German nobleman; ruling Count of Hohenzollern-Haigerloch

Anton Ferdinand Leopold, Count of Hohenzollern-Sigmaringen (also known as Count of Hohenzollern-Haigerloch; 4 December 1692 - 23 July 1750) was a German nobleman. He was a various times canon of different cathedral chapters and first minister of the Electorate of Cologne under Elector Clemens August. From 1702 until his death, he was the ruling Count of Hohenzollern-Haigerloch.

== Life ==
He was the son of Count Franz Anton and his wife Anna Maria Eusebia of Königsegg-Aulendorf, and was born in Sigmaringen.

In 1706, he joined the cathedral chapter in Cologne. From 1714 to 1726, he was also canon in Speyer. In 1725, he was appointed canon in Strasbourg. In Cologne, he was chorbishop from 1724 to 1727. In 1727, he became vice dean, and 1731, cathedral dean. In 1733, he succeeded Ferdinand of Plettenberg as prime minister of the Electorate of Cologne.
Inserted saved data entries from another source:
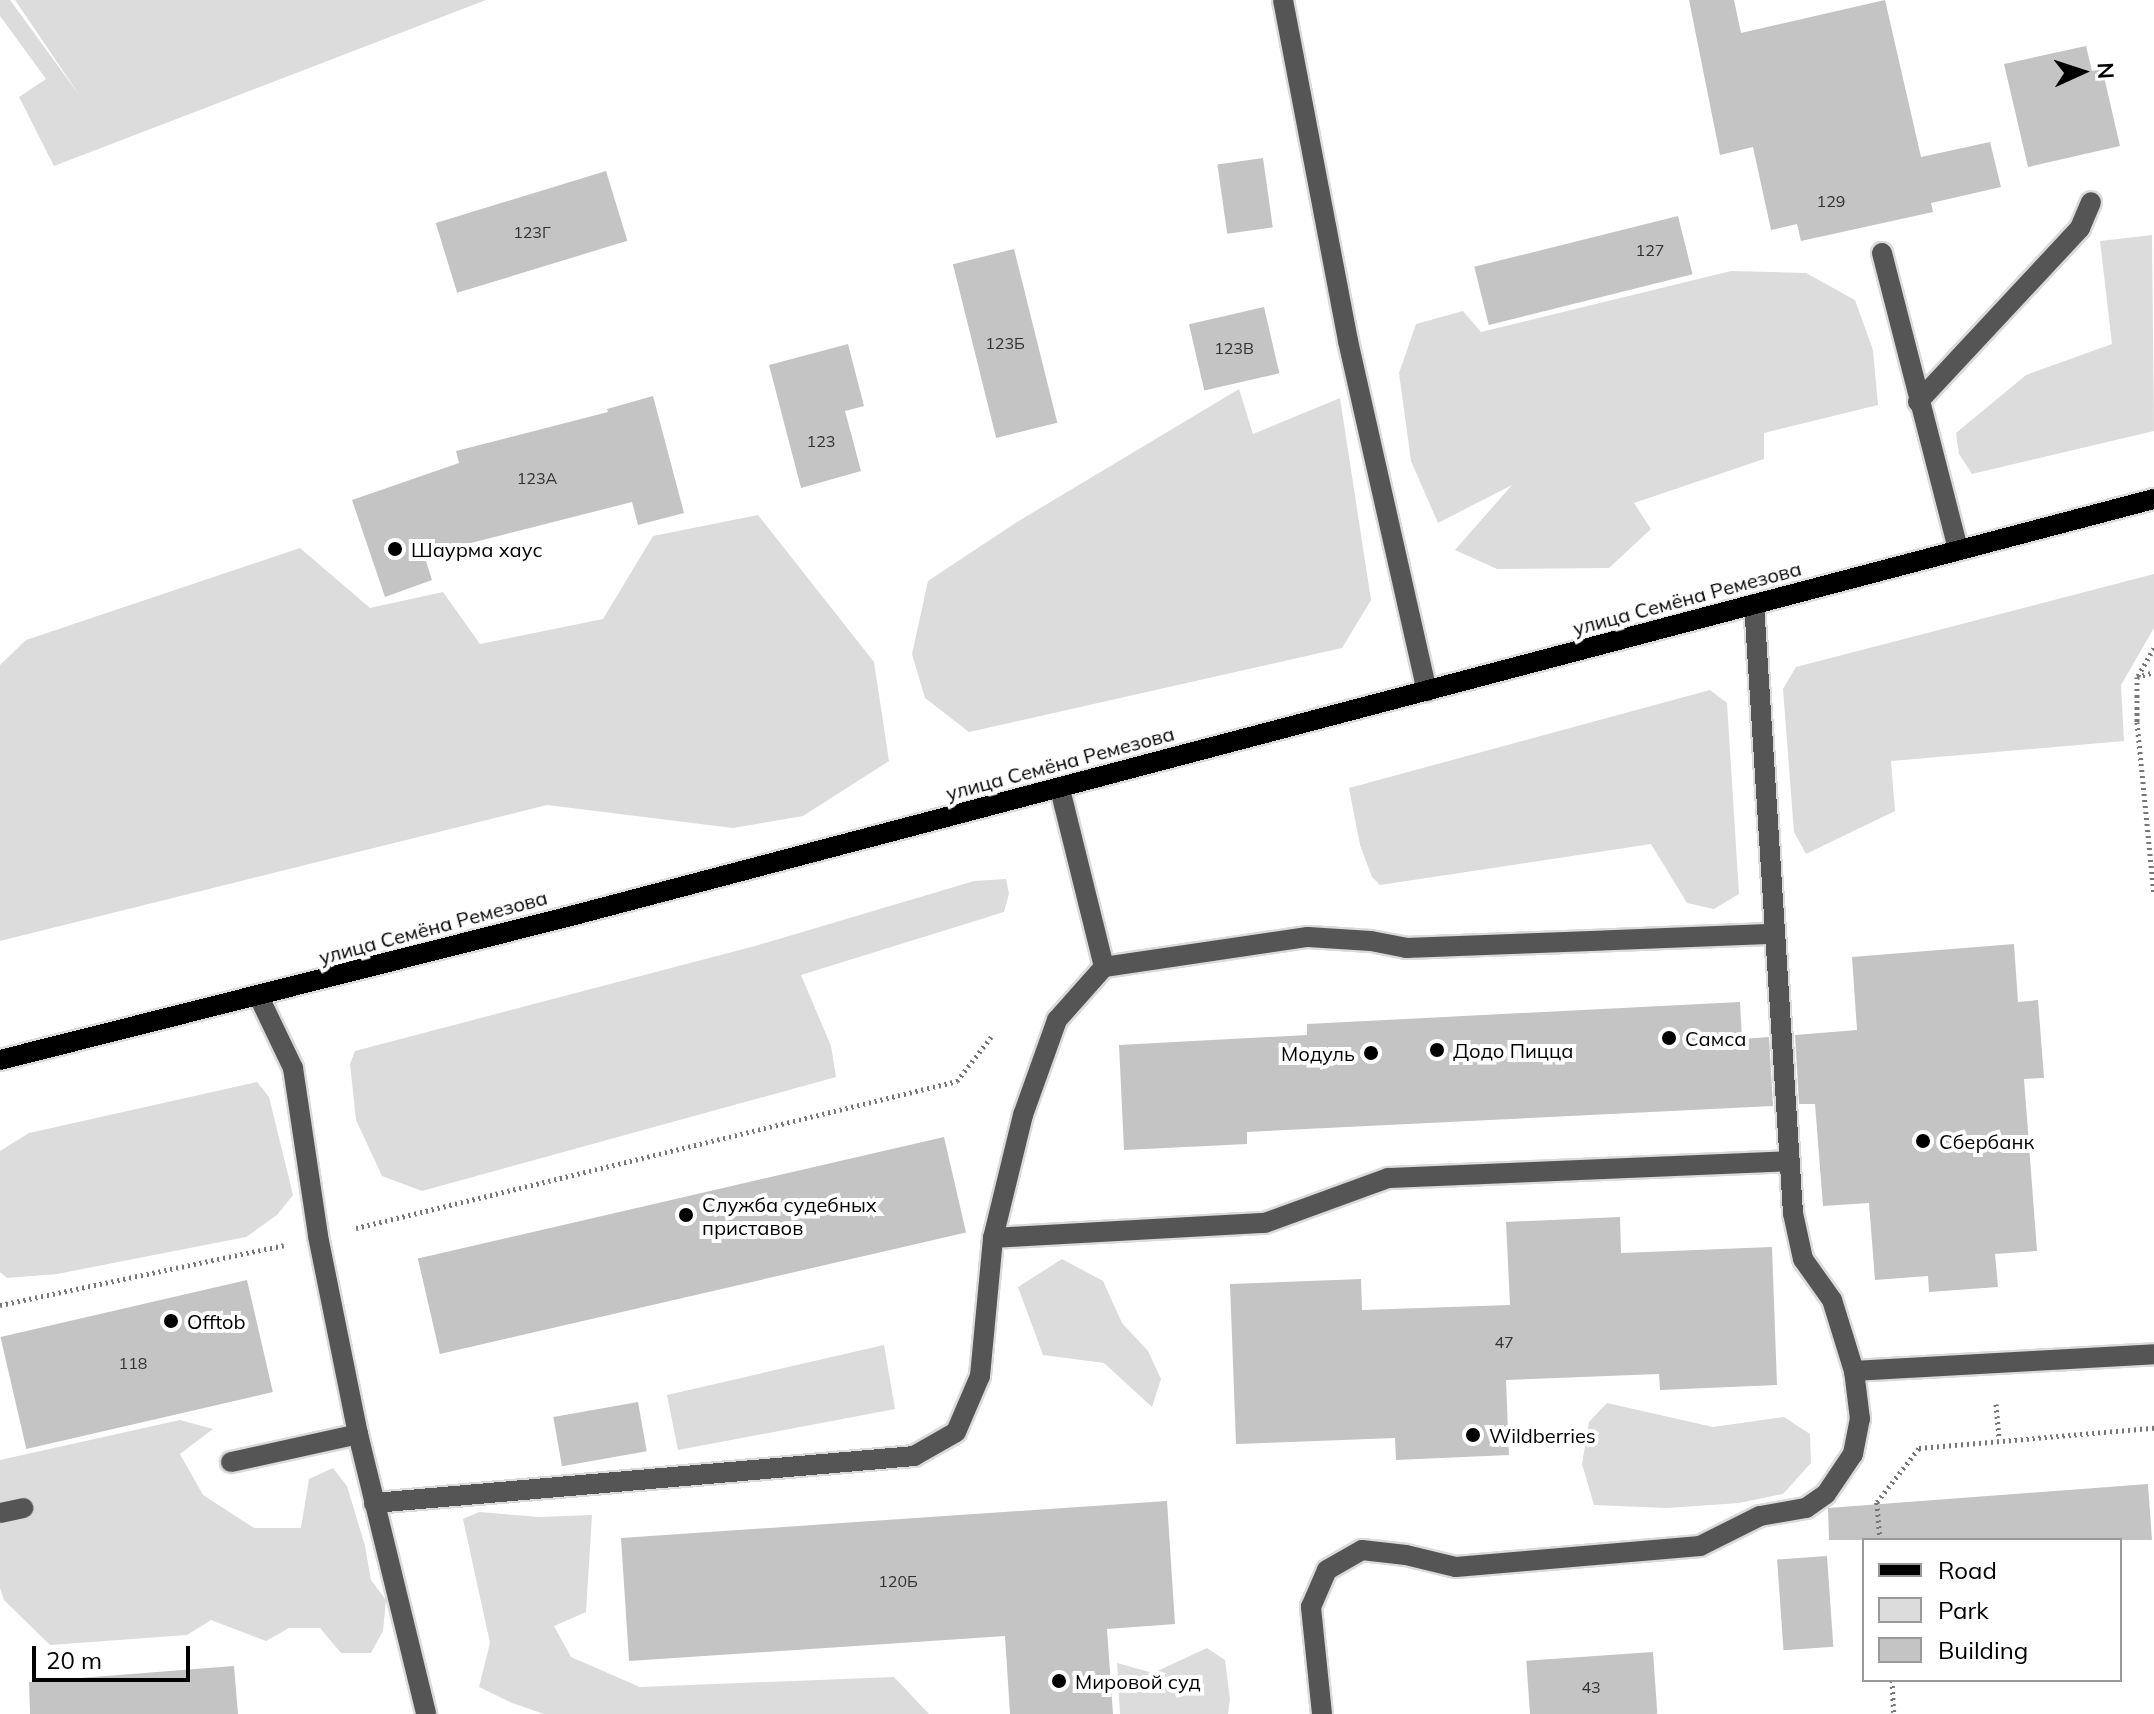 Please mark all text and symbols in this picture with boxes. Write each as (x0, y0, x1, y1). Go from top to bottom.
north arrow (2042, 32, 2122, 112)
text: N (2092, 62, 2120, 80)
house number: 129 (1817, 191, 1845, 211)
house number: 123Г (513, 222, 551, 242)
house number: 127 (1636, 240, 1664, 260)
house number: 123Б (985, 333, 1025, 353)
house number: 123В (1214, 338, 1254, 358)
house number: 123 (807, 431, 835, 451)
house number: 123А (517, 468, 557, 488)
place label: Шаурма хаус (411, 537, 543, 561)
marker: Шаурма хаус (386, 540, 404, 558)
street label: улица Семёна Ремезова (1570, 556, 1804, 640)
street label: улица Семёна Ремезова (943, 721, 1177, 805)
street label: улица Семёна Ремезова (316, 885, 550, 969)
place label: Самса (1685, 1026, 1746, 1050)
marker: Самса (1660, 1029, 1678, 1047)
place label: Додо Пицца (1453, 1038, 1573, 1062)
place label: Модуль (1281, 1041, 1355, 1065)
marker: Додо Пицца (1428, 1041, 1446, 1059)
marker: Модуль (1362, 1044, 1380, 1062)
place label: Сбербанк (1939, 1129, 2034, 1153)
marker: Сбербанк (1914, 1132, 1932, 1150)
place label: Служба судебных приставов (702, 1192, 877, 1239)
marker: Служба судебных приставов (677, 1206, 695, 1224)
place label: Offtob (187, 1309, 245, 1333)
marker: Offtob (162, 1312, 180, 1330)
house number: 47 (1494, 1332, 1514, 1352)
house number: 118 (119, 1353, 147, 1373)
place label: Wildberries (1489, 1423, 1596, 1447)
marker: Wildberries (1464, 1426, 1482, 1444)
legend (1862, 1538, 2122, 1682)
text: Road (1938, 1555, 1997, 1585)
house number: 120Б (878, 1571, 918, 1591)
text: Park (1938, 1595, 1989, 1625)
scale bar (36, 1630, 194, 1680)
text: Building (1938, 1635, 2028, 1665)
text: 20 m (46, 1645, 102, 1675)
place label: Мировой суд (1075, 1669, 1201, 1693)
marker: Мировой суд (1050, 1672, 1068, 1690)
house number: 43 (1581, 1677, 1601, 1697)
However, he had much less political influence than his predecessor. In 1745, he voted on behalf of Cologne in the election of Emperor Francis I.

He died at Brühl Palace in 1750, and was buried in the Cologne Cathedral. He was unmarried and childless. He was succeeded as Count of Hohenzollern-Haigerloch by his younger brother Franz Christoph Anton.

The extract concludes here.